(Saved data entries)
-------

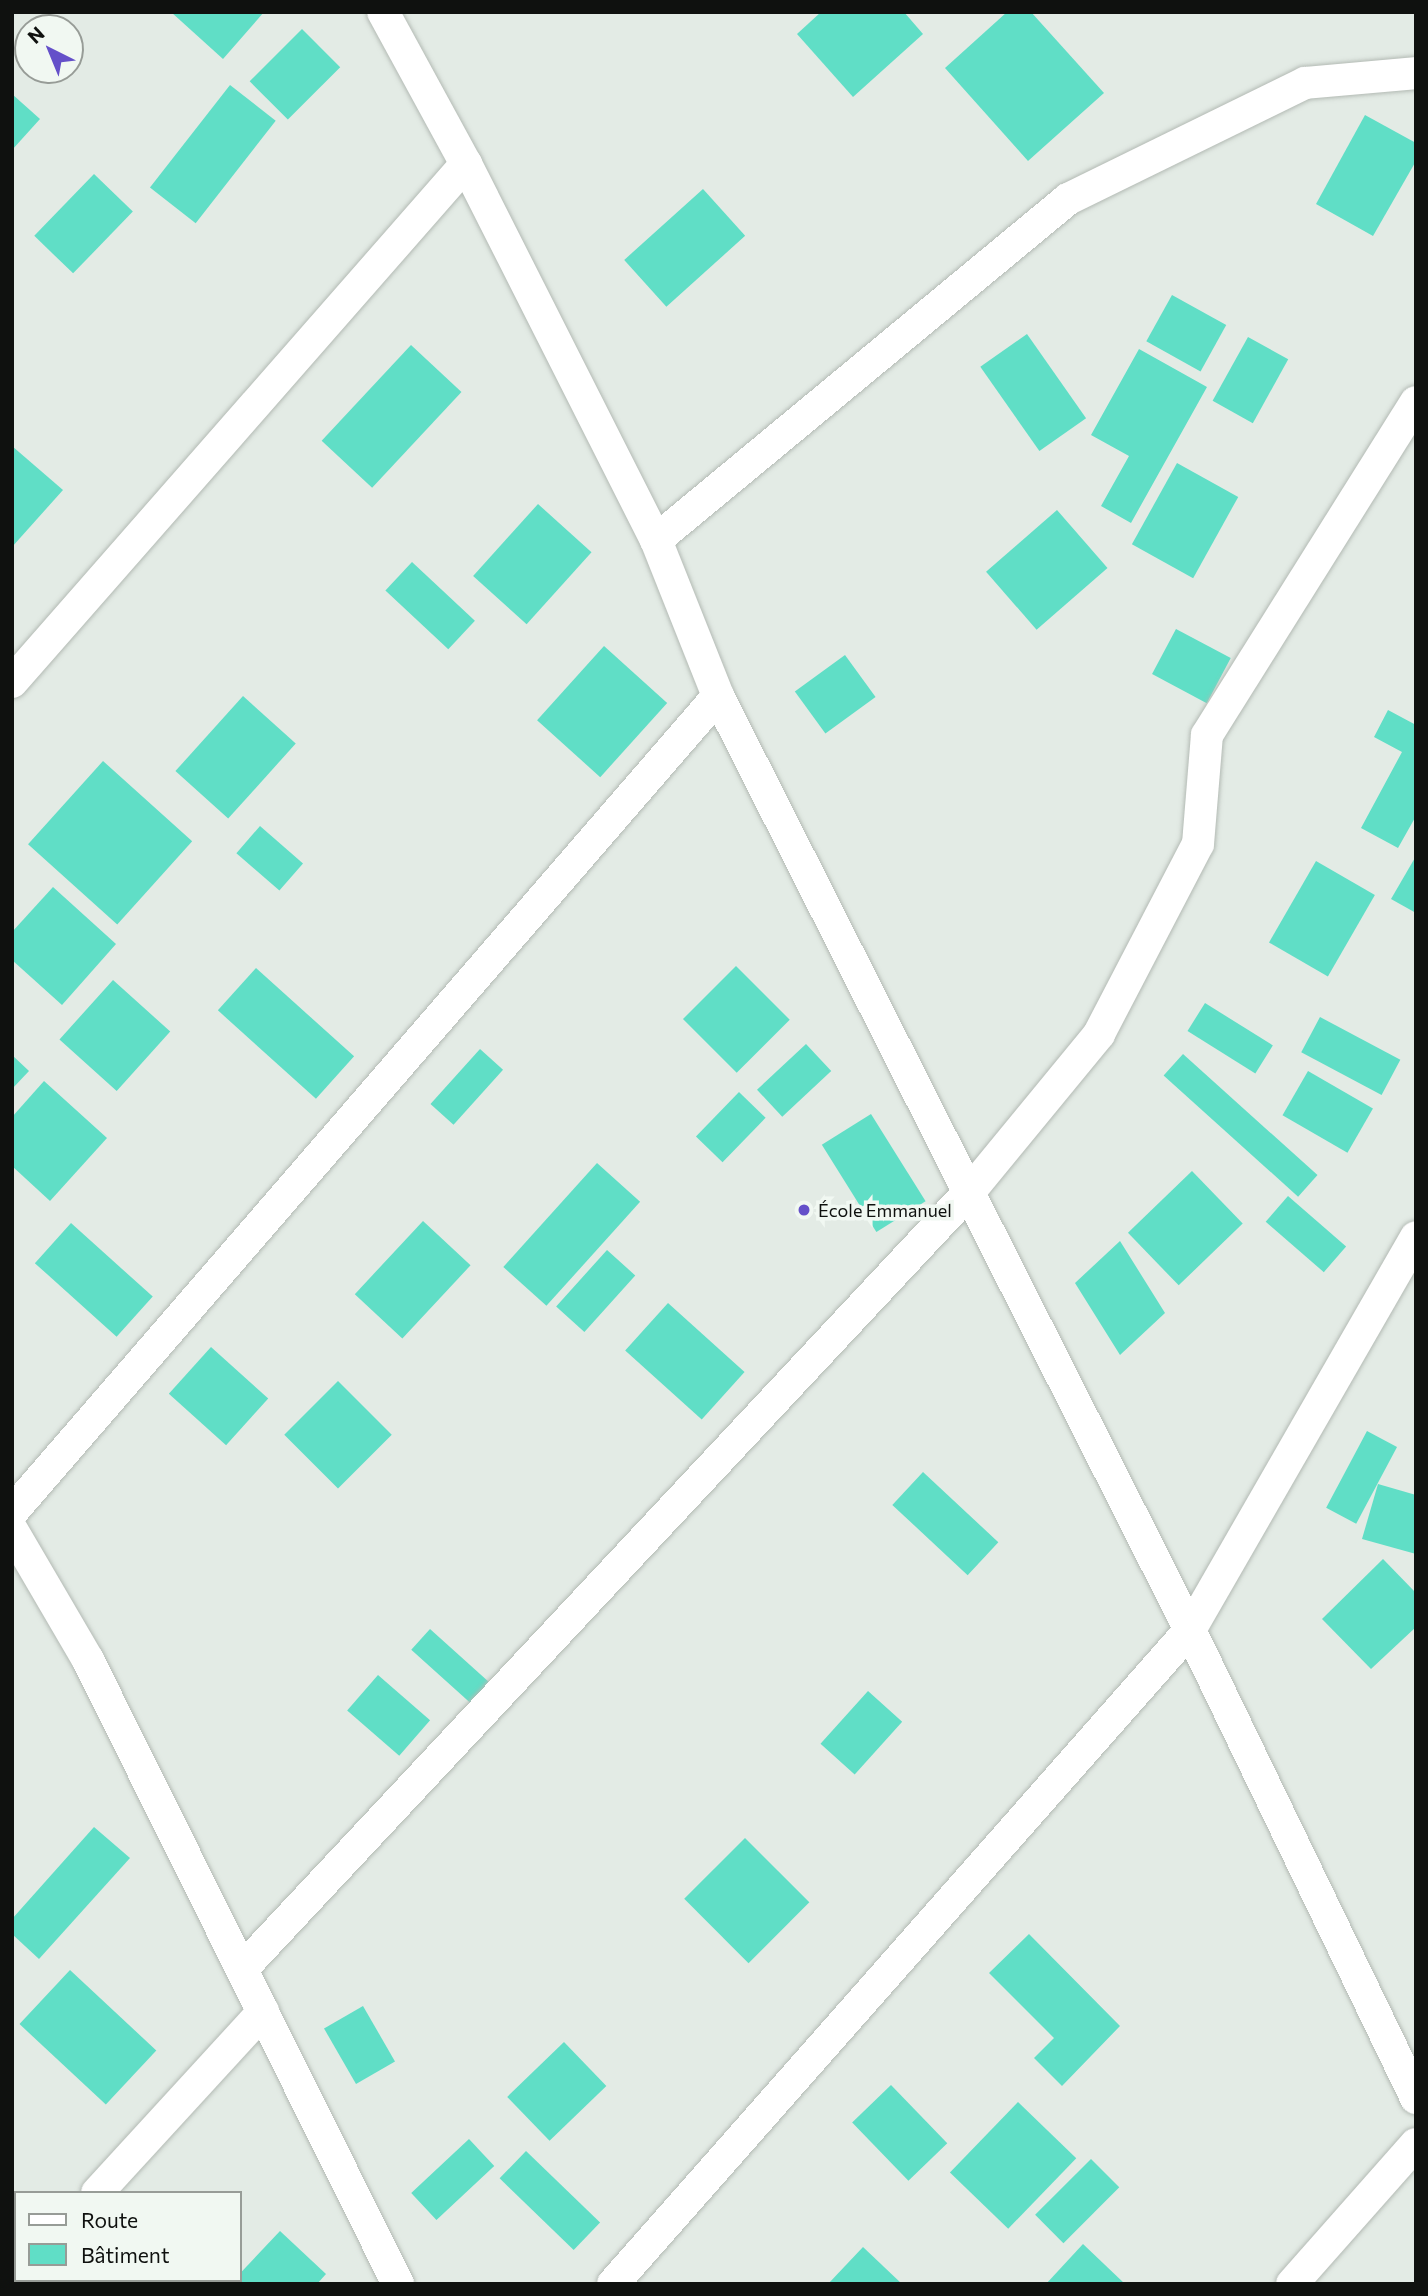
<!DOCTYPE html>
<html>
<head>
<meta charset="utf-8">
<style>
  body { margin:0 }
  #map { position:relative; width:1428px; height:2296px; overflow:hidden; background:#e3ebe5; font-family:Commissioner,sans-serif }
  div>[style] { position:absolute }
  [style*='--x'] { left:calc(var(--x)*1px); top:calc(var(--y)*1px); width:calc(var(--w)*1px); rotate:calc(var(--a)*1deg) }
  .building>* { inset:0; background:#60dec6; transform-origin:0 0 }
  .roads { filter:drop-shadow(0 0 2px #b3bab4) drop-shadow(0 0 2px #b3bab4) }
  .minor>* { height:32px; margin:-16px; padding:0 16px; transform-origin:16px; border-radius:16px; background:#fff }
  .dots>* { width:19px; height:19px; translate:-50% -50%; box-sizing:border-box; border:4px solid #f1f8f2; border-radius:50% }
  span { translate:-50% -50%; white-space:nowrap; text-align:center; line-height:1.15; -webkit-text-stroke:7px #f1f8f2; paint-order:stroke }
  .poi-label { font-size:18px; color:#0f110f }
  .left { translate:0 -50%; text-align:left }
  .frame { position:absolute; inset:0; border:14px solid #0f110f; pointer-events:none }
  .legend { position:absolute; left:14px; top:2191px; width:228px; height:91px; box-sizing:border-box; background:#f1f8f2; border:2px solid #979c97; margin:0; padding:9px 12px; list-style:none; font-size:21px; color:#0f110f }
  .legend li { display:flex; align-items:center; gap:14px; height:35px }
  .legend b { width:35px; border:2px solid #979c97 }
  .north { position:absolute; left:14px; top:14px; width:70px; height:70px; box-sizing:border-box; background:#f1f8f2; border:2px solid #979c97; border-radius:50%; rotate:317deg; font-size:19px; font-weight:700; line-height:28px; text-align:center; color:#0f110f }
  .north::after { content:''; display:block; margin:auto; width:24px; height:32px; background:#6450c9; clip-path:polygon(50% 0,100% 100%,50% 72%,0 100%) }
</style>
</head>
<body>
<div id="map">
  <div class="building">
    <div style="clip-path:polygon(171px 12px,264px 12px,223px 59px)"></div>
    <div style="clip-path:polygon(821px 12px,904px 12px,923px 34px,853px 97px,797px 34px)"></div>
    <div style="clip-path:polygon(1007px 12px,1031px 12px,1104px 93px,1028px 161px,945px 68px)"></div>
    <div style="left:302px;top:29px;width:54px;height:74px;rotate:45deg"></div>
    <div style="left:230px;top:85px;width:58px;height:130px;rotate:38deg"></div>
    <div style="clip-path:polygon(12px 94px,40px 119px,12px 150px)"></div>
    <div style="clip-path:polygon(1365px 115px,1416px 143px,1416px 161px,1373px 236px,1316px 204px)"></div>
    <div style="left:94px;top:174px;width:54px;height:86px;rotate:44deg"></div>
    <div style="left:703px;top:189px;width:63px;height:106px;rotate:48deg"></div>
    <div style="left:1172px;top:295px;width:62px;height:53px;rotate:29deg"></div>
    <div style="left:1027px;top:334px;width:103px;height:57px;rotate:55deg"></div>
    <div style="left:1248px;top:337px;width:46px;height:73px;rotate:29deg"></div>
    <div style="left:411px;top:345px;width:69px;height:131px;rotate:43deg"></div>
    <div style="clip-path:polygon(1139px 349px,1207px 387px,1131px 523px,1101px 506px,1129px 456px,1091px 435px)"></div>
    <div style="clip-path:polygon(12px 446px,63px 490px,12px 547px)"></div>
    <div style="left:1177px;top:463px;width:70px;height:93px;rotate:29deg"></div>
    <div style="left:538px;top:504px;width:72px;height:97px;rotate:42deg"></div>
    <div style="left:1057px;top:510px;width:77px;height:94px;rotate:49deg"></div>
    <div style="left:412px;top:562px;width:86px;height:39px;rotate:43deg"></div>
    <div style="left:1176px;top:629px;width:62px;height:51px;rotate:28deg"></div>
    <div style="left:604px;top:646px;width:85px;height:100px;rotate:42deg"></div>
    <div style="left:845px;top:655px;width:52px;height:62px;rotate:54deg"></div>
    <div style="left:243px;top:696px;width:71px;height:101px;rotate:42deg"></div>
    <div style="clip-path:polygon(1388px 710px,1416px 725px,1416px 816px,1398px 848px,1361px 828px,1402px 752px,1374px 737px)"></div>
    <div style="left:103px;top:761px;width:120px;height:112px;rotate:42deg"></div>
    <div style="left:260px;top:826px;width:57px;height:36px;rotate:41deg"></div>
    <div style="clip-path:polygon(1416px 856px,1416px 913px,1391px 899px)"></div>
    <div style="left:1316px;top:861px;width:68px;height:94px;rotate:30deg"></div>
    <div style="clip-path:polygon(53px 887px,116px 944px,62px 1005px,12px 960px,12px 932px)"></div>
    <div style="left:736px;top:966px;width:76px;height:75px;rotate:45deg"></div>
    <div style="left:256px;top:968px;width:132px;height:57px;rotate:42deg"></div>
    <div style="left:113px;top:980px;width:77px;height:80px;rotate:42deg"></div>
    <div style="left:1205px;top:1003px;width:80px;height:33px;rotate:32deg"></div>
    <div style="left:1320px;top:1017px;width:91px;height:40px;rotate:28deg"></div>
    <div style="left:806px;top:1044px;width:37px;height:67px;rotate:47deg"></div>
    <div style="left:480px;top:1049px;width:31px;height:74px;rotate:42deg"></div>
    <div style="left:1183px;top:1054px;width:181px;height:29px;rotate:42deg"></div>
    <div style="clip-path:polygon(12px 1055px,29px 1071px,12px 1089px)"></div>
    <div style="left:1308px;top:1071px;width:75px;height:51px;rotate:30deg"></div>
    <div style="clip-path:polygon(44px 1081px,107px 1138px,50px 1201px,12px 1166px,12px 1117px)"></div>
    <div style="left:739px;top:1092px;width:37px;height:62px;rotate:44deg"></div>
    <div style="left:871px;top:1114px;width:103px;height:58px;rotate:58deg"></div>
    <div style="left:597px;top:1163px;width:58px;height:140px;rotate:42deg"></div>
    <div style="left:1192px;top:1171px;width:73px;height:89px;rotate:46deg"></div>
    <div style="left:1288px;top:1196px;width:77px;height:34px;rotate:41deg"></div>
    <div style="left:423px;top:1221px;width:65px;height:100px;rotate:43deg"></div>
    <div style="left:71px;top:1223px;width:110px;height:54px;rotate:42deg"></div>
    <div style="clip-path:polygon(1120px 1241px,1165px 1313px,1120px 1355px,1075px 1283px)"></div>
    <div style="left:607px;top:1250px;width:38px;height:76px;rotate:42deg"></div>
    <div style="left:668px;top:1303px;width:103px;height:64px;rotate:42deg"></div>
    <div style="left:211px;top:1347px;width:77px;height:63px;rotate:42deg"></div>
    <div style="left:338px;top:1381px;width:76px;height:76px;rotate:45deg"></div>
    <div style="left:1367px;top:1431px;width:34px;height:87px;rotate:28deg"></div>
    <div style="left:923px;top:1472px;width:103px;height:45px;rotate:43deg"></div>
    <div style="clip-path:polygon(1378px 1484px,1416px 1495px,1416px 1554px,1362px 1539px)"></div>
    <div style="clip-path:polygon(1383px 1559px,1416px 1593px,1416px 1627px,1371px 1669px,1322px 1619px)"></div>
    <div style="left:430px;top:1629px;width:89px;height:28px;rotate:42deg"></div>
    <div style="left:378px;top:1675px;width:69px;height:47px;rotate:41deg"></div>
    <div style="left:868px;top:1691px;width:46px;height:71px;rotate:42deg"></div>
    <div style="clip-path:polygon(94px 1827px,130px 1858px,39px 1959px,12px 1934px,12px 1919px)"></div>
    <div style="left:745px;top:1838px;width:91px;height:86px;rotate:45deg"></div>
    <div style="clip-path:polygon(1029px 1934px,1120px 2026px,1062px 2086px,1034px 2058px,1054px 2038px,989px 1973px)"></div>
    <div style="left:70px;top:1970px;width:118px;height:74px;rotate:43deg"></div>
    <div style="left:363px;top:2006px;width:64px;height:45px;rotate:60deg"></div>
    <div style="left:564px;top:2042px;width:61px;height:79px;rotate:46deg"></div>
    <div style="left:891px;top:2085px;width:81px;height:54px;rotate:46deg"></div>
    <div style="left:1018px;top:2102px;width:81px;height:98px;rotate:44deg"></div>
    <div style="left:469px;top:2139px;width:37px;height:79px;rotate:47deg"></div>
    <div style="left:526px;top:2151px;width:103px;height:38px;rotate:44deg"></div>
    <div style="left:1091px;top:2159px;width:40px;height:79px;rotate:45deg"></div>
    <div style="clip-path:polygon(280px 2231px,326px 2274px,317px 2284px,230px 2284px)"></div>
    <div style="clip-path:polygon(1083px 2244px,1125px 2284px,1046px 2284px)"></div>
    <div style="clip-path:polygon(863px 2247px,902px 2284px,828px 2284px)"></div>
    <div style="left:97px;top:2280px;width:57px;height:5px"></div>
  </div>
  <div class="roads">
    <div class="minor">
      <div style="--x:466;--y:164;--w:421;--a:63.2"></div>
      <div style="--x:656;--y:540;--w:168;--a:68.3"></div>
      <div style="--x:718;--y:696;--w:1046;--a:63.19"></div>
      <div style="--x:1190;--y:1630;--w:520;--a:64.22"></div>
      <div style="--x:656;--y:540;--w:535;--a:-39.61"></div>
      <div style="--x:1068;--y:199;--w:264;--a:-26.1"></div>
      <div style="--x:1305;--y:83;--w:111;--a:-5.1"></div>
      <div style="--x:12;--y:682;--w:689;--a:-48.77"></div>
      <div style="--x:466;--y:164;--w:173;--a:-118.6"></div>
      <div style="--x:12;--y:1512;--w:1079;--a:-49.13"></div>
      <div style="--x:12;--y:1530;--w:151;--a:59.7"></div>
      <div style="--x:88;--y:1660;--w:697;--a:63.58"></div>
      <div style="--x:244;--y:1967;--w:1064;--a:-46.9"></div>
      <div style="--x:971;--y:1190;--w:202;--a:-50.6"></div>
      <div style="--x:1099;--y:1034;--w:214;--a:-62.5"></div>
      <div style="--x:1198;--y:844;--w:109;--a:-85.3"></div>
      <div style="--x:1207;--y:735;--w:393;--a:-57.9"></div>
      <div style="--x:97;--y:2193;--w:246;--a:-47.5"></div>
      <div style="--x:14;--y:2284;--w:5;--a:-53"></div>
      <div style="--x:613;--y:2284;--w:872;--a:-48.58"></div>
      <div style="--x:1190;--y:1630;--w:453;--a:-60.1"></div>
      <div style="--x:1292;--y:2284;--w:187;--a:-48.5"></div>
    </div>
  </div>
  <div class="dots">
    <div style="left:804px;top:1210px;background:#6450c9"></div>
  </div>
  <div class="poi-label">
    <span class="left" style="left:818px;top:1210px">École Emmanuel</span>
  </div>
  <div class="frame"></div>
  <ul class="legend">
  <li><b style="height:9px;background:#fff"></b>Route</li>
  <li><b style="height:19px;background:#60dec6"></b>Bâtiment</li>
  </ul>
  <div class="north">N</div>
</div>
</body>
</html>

-------

Exactly the lines from the top of the entries through the line with "filter:drop-shadow(0 0 2px", inclusive, must be given again, with every picture omitted.

▸ TASK SOLUTION
<!DOCTYPE html>
<html>
<head>
<meta charset="utf-8">
<style>
  body { margin:0 }
  #map { position:relative; width:1428px; height:2296px; overflow:hidden; background:#e3ebe5; font-family:Commissioner,sans-serif }
  div>[style] { position:absolute }
  [style*='--x'] { left:calc(var(--x)*1px); top:calc(var(--y)*1px); width:calc(var(--w)*1px); rotate:calc(var(--a)*1deg) }
  .building>* { inset:0; background:#60dec6; transform-origin:0 0 }
  .roads { filter:drop-shadow(0 0 2px #b3bab4) drop-shadow(0 0 2px #b3bab4) }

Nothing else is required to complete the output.